Preparing to move I’m selling stuff on GumTree which is UK based clone of Craigslist offering similar functionality but with Ads 🙂

Similarly to Craigslist GumTree is powered by MySQL but unlike craigslist it looks like they are shy in tuning their MySQL Full Text Search index configuration and setting proper ft_min_word_len value. Searching for Audi A6 will give you a lot of Audi with different model numbers. Searching just for A6 gives no results at all. At the same time we can find V40 which means ft_min_word_len was adjusted from default value of 4 which probably had even worse search quality to value 3.

CraigsList seems to be using value 2 because it is able to find A6 but still fails to find data with 1 character keyword, say Mazda 3

Gumtree also seems to have another issue – as said on their web site when you post an item it takes up to 3-4 hours for items to become visible in search results. I’m wondering if that is replication lag or issues with full text search index updates as I can’t imagine this being user experience you would desire.

In general I think both of this sites have the same mistake (or shortcut) in MySQL Full Text Search configuration – relaying on minimum keyword length while their application has use cases when search for short keywords make sense.

It is much more reasonable to look at frequencies at keywords not their length and if you happen to have some very frequent keywords you can’t afford to index for performance or search quality reasons you better analyze word frequencies and build stop word list which matches your application. For example “A6” unlikely needs to be stop word even if it is short while “IN” surely needs to be. Besides general terms as in you may have your application specific stop words such as “com” or “html”.

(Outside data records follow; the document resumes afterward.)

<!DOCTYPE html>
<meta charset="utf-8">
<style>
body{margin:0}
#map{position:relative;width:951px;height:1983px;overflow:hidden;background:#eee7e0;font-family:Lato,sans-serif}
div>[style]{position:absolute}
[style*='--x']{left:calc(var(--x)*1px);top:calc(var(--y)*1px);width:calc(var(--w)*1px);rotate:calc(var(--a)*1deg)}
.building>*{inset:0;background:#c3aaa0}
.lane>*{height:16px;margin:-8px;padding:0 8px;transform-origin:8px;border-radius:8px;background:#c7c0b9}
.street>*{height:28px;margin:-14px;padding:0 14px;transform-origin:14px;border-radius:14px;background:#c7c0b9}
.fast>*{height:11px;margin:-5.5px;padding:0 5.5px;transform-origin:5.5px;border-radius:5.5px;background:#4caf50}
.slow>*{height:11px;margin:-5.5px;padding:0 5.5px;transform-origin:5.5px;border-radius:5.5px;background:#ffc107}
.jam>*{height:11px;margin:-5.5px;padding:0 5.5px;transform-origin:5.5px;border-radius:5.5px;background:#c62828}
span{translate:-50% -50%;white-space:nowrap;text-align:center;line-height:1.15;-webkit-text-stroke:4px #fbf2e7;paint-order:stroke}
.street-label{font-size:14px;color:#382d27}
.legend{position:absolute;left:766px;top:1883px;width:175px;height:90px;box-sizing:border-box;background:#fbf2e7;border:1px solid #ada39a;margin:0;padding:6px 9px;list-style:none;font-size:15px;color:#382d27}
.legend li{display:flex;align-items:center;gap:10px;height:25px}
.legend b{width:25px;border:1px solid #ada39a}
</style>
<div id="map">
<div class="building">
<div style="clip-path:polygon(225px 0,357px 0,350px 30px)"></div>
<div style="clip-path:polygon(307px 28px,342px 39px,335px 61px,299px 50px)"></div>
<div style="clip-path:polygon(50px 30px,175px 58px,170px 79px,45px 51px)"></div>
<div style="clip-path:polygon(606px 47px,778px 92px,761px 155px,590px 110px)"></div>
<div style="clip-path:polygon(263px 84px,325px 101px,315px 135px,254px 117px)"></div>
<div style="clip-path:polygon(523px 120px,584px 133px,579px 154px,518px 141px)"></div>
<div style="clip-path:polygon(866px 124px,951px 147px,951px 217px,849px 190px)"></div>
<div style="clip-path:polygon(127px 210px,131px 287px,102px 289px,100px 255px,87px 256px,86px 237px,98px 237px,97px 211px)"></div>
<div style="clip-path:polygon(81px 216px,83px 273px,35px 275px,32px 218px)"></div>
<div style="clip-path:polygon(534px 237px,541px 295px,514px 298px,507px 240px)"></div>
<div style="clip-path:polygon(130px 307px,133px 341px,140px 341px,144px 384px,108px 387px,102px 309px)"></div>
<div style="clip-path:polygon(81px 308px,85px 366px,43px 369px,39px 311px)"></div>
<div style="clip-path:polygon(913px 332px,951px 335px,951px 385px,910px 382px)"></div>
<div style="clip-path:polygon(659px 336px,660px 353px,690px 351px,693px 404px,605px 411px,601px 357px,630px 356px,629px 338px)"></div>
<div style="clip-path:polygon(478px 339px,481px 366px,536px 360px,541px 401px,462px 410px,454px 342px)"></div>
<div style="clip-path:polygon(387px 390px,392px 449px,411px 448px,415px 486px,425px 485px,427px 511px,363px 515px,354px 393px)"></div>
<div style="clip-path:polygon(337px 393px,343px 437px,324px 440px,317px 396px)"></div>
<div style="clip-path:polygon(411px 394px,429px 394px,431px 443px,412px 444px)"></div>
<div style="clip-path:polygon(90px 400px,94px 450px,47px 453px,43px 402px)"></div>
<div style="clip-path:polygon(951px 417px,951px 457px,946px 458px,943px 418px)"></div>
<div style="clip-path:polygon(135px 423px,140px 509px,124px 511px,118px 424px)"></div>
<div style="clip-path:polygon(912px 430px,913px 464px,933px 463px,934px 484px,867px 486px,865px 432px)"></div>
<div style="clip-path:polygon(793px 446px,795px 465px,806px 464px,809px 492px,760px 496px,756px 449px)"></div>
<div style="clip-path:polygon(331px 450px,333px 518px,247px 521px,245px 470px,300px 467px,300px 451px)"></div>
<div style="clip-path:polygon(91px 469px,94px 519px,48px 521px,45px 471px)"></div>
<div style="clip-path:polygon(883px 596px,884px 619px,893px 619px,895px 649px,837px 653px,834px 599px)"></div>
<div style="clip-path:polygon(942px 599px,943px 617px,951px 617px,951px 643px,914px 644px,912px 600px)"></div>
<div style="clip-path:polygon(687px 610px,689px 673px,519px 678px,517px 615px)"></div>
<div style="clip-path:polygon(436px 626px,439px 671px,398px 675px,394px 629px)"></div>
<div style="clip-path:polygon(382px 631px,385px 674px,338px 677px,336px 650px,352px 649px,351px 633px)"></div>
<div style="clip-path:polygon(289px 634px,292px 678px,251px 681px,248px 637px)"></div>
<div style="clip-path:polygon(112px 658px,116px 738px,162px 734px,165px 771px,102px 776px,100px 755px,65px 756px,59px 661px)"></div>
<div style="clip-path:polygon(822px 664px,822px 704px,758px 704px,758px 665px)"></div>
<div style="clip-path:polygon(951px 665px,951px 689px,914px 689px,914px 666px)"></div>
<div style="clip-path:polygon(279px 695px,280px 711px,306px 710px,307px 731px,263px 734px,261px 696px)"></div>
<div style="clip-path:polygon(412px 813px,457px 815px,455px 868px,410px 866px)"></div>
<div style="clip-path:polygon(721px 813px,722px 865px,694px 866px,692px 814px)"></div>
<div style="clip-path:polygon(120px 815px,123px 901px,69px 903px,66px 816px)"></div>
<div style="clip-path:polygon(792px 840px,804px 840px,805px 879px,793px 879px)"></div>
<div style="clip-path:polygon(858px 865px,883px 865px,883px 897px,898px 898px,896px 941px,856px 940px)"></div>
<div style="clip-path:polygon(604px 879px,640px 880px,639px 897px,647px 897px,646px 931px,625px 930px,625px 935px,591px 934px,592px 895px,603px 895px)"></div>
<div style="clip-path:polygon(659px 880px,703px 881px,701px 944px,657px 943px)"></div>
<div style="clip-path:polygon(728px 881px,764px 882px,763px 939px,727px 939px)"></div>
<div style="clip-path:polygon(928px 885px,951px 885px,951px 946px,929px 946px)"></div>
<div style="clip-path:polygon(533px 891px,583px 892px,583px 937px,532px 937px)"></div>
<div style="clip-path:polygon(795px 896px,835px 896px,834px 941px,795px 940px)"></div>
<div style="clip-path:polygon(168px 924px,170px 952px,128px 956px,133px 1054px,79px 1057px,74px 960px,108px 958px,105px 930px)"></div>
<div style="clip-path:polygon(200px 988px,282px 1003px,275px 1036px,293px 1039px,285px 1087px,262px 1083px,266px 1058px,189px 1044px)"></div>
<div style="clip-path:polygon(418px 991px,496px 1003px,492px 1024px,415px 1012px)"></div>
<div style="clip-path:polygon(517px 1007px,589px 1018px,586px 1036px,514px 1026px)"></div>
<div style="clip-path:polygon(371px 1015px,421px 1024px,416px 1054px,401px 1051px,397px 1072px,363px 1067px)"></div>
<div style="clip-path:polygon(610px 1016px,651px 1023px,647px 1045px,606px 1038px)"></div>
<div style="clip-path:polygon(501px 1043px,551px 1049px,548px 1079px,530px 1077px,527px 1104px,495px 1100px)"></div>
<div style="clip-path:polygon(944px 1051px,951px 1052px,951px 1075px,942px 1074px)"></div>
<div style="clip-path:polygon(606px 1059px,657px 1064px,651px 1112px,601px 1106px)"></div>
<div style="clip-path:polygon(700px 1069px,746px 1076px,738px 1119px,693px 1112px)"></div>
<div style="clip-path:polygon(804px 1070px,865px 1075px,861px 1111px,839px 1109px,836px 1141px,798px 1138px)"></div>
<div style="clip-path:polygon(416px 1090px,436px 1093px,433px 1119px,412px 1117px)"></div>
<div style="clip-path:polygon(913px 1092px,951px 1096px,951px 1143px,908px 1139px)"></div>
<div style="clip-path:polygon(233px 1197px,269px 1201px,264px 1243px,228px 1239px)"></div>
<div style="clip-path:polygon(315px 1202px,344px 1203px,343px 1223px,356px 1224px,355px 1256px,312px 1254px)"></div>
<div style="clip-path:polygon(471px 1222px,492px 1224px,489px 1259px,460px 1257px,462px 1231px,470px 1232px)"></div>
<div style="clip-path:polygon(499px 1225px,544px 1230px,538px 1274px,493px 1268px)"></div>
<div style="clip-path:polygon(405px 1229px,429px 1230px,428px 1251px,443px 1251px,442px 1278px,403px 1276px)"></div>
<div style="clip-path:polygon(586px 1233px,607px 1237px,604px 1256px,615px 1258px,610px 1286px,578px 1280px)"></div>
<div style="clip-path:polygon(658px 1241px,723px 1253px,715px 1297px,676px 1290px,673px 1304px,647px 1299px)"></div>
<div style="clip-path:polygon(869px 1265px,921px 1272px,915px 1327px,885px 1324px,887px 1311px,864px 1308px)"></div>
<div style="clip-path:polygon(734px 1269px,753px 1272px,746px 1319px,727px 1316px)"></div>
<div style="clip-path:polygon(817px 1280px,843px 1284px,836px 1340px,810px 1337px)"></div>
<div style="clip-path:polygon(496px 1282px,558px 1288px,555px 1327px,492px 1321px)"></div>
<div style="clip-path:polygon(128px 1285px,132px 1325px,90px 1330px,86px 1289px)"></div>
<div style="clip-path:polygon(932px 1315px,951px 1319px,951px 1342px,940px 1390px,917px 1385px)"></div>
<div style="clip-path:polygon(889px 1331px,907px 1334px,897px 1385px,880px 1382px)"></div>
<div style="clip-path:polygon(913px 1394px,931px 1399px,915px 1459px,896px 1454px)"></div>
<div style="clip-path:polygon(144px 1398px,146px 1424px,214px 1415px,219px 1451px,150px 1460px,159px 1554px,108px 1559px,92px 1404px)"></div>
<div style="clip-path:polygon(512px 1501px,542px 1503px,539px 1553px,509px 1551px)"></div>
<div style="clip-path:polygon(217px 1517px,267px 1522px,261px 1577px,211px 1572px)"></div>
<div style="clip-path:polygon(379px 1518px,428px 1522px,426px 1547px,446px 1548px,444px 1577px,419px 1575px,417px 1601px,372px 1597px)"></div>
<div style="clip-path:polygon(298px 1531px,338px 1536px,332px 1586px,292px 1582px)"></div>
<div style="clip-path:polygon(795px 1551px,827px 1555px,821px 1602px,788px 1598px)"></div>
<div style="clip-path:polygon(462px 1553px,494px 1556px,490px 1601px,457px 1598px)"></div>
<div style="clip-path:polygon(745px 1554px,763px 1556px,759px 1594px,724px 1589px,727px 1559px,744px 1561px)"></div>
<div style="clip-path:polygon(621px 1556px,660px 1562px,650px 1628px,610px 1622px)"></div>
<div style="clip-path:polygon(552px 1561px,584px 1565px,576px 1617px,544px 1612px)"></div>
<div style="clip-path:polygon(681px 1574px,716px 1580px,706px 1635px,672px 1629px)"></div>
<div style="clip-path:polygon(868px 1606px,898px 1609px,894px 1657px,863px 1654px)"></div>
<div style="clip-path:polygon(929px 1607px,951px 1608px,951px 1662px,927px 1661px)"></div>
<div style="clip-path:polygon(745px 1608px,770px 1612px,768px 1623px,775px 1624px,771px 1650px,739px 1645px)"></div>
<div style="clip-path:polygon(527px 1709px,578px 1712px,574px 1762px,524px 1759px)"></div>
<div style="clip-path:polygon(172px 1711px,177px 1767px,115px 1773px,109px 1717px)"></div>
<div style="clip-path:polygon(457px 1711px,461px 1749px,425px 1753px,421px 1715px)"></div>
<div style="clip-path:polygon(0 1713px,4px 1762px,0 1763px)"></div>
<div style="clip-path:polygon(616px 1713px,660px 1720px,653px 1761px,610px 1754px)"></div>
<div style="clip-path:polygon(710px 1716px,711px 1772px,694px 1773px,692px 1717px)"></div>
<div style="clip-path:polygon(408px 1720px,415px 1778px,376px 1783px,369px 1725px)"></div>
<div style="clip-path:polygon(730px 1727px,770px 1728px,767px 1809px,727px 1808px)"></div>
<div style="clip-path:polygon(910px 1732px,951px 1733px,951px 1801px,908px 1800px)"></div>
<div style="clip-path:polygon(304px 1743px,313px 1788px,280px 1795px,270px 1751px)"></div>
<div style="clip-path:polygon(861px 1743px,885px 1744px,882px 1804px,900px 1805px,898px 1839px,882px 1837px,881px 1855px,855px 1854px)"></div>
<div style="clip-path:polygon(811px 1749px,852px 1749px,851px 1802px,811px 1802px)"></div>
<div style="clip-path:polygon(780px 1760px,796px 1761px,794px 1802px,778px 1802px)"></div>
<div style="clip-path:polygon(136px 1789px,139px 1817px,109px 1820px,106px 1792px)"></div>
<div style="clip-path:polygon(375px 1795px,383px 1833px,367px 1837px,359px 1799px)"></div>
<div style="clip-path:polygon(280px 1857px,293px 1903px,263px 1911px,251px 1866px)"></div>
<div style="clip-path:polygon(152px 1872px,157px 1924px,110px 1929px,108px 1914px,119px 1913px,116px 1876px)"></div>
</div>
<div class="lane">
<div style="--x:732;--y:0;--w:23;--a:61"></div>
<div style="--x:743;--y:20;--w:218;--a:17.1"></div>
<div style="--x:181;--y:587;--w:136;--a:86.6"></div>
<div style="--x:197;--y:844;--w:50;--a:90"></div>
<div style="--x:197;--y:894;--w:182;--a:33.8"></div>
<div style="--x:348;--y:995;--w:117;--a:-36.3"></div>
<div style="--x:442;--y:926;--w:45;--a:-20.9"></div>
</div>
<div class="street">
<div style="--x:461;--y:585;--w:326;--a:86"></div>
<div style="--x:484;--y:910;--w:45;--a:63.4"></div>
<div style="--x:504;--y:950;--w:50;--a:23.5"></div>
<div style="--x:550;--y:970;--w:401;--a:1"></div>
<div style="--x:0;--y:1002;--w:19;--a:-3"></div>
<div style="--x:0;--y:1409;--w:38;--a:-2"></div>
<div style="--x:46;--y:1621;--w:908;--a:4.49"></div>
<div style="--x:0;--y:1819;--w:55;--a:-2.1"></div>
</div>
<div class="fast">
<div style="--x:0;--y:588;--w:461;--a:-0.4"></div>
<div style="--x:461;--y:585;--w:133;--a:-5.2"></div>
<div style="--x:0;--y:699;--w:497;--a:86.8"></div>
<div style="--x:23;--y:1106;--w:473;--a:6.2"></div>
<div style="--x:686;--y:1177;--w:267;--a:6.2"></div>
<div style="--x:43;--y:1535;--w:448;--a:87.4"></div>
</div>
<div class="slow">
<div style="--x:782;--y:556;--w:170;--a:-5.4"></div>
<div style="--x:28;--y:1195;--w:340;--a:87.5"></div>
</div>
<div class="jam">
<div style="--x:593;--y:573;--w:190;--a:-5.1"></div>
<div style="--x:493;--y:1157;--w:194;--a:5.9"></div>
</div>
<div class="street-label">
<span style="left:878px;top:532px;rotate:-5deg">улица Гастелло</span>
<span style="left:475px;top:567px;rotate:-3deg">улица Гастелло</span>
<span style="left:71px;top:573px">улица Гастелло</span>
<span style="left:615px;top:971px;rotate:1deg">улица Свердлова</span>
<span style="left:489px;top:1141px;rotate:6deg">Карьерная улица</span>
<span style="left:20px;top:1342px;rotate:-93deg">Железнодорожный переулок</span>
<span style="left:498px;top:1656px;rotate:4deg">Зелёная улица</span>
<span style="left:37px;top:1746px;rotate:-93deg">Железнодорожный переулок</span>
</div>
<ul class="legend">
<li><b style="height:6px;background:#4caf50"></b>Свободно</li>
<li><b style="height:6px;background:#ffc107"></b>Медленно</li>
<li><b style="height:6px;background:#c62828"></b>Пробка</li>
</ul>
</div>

In general performance should be the only thing which forces you to have stop word, as you can see Google for example has none, even searching for “a” gives some results (Though of course google takes other kinds of shortcuts) This however is frequently not the case with MySQL Full Text Search which both will skip to frequent keywords in natural language search and because it is using frequency ranking indexing too frequent keywords can add noise and actually get relevance worse.

Looking at alternative solution, which we’re often using with MySQL – Sphinx Search we still tend to use stop word list for performance reasons, but it is normally good enough to keep it very short. Plus as in new versions you can set the time limit on query execution it is rather safe to search a very complex query and just get partial results if it can’t complete in time. From Relevance standpoint “stop words” rarely cause problems with sphinx because it uses word position based ranking not just frequency based ranking by default which means if you’re searching for “a the” the documents which contain this strange phrase will be ranked on top rather than those which just contain a lot of “a” and a lot of “the” articles.

6 Comments
Oldest
Newest Most Voted
Inline Feedbacks
View all comments
Julian

I don’t quite understand. Are you sure they all have their data in Myisam tables with fulltext index?

Samuel

I’m guessing that the 3-4 hour lag before posts become visible in search results at Gumtree is because they (semi)manually check the ads before publishing. I once had anad for some furniture and linked to pictures hosted elsewhere. Got an email notification saying that the ad will not be published, because it didn’t pass their what ever criteria. But right you are: “I can’t imagine this being user experience you would desire.”

Dave

You can do two letter searches on Gumtree now – http://www.gumtree.com/cgi-bin/list_postings.pl?search_terms=A3&posting_cat=2477

Yes it is Mysql full text.

The three to four hour lag is worse case scenario, the reality it that ads are live in a few minutes.

laki

here is one simple question.

main_text|first_complement_text|alternative_complement_text

i need to search against each individually, or against main paired with one or the other complement, should i also have individual indexes, or only multi column?

1) fulltext(main),fulltext(first),fulltext(alternative),fulltext(main,first),fulltext(main,alternative)

or

2) —————fulltext(first),fulltext(alternative),fulltext(main,first),fulltext(main,alternative)

i know that main will be covered by either one of last two, but will it be faster for search to have also index on only main column?